Me: Hun, we could walk around an adult bookstore
Taticd: Yes! That would be fun!!!!
Me: Which one?
After a few conversations, I stopped taking her seriously. Meanwhile, I’d venture out alone to some of the few gay bars left.
I was surrounded by gay men. I’d sit there feeling out of place. Then, one summer night, after a thunderstorm had rolled by, I met Taticd at an adult bookstore near where she lived. She was a beautiful Latina with wide hips and penny colored skin. She wore a flimsy red dress and fishnet stockings.
“Come on, let’s find some men,” she said pulling me into the store. There weren’t many people there. A few elderly men, a lesbian couple, one young unattractive guy. We were in and out. “Where are the straight guys?” she wondered. She looked like J-Lo, with her guitar shape and wide hips, if J-Lo was a trans. “The Sapphire Men’s Club is a few miles away,” I suggested.
“Yeessss, let’s go, girlfriend!” The parking lot was packed. I had on heels, thigh highs, panties, a brown short sleeve blouse and a brunette wig with red highlights. We went inside. Every table was taken. I followed her around the room. The Master of Ceremonies, in a glass encased booth, asked the crowd to clap for the ladies on the stage. Taticd whistled and pumped her fists in the air.
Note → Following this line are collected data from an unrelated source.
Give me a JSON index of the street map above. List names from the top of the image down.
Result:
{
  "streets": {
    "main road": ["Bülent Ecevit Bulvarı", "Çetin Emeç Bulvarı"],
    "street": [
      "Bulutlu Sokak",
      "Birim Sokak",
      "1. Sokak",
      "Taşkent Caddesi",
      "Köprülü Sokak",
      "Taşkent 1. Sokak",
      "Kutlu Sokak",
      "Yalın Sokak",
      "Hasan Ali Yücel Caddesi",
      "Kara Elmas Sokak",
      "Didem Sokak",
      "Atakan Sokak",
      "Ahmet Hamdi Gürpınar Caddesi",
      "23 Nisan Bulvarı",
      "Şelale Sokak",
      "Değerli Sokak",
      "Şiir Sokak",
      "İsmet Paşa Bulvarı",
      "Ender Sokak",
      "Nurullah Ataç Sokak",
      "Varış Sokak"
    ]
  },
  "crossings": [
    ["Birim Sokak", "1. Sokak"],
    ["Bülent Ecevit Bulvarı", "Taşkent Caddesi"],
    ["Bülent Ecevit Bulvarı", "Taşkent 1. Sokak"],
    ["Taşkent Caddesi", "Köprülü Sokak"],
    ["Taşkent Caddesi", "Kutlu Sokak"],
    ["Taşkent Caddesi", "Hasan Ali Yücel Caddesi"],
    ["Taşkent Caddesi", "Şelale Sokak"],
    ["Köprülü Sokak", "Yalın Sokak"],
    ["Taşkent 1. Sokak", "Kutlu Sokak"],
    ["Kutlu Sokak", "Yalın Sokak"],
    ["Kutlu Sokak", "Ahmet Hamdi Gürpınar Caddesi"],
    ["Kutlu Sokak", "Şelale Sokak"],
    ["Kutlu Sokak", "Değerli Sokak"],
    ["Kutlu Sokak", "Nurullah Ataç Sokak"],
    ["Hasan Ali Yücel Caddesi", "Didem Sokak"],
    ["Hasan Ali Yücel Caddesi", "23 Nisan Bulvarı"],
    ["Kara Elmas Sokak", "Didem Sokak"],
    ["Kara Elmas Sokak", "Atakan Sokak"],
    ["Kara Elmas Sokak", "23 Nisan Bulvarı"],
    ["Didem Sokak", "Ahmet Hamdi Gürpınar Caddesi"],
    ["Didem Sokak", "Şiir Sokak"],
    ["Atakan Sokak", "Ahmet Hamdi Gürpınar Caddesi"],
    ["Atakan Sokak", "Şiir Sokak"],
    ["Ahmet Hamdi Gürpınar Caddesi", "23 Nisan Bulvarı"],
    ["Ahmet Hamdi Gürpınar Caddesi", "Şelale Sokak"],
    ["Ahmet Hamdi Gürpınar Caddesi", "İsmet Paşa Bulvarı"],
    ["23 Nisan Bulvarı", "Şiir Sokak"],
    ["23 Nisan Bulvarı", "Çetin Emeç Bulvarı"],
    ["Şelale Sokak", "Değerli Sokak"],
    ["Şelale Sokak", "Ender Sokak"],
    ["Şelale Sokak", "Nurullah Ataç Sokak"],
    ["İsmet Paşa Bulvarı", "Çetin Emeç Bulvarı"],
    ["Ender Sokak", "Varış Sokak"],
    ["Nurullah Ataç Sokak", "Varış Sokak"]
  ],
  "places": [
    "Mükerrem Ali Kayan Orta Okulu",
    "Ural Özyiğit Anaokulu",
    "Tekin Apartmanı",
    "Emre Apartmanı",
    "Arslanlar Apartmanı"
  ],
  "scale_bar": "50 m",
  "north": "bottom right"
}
“Aye dios mio! Hot guys everywhere!” she exclaimed. We finished our beers, so I went to the bar, for round two. I squeezed in to the bar shoulder to shoulder with two guys. A group of college guys crowded in behind me. “The fuck!? A trans? It’s popping out! It’s the size of a tootsie roll! Faggots! These weirdos have mental health problems!” The egged each other on. The guys around me stared.
I paid for the beers and found Taticd sitting at a table with two men. I dropped off the beers and told Taticd that I wanted to walk around. Taticd pulled me a few feet away from the table, “What’s wrong? Why don’t you sit with us? Do you like these guys? We can go back to my place. Find a guy! Are you okay? Find someone!” She hugged me.
I walked around. No one seemed to pay me any attention. Throughout the bar men and women sat at tables drinking and laughing. I wanted to go home. I saw a stunning blonde dancer on the main stage. The way she moved her body was mesmerizing. Her body was perfect. She was having the time of her life and getting paid for it.